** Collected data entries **
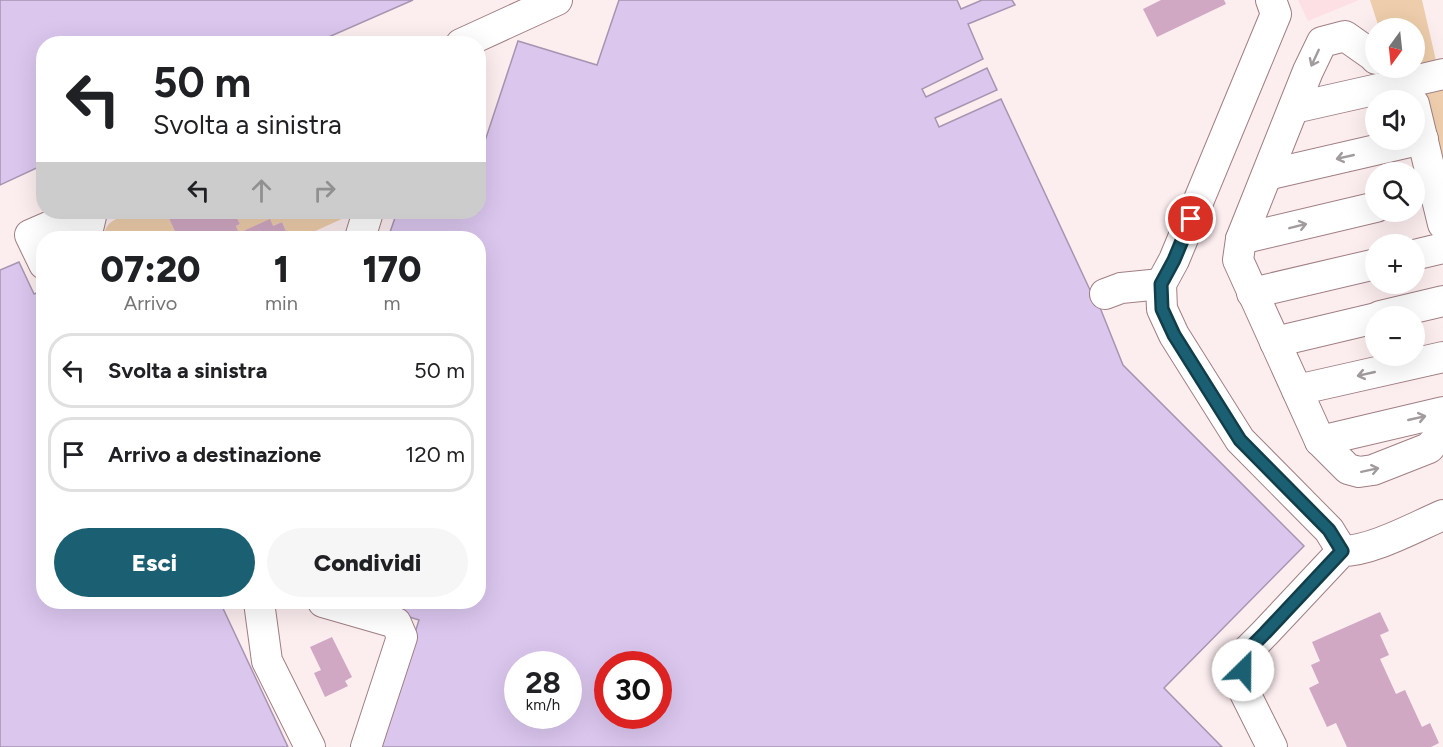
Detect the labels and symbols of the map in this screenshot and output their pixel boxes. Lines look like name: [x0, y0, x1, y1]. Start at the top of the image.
north arrow: [1365, 18, 1425, 78]
one-way arrow: [1308, 48, 1320, 66]
one-way arrow: [1336, 151, 1355, 163]
pin: [1165, 193, 1216, 244]
one-way arrow: [1288, 219, 1307, 231]
one-way arrow: [1356, 369, 1375, 381]
one-way arrow: [1408, 411, 1427, 423]
one-way arrow: [1361, 463, 1380, 475]
position arrow: [1211, 638, 1275, 702]
speed limit sign: 30: [594, 651, 672, 729]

** Task details **
Your answer must be an exact transcription of the records above, minus the pictures.

** Result **
Detect the labels and symbols of the map in this screenshot and output their pixel boxes. Lines look like name: [x0, y0, x1, y1]. Start at the top of the image.
north arrow: [1365, 18, 1425, 78]
one-way arrow: [1308, 48, 1320, 66]
one-way arrow: [1336, 151, 1355, 163]
pin: [1165, 193, 1216, 244]
one-way arrow: [1288, 219, 1307, 231]
one-way arrow: [1356, 369, 1375, 381]
one-way arrow: [1408, 411, 1427, 423]
one-way arrow: [1361, 463, 1380, 475]
position arrow: [1211, 638, 1275, 702]
speed limit sign: 30: [594, 651, 672, 729]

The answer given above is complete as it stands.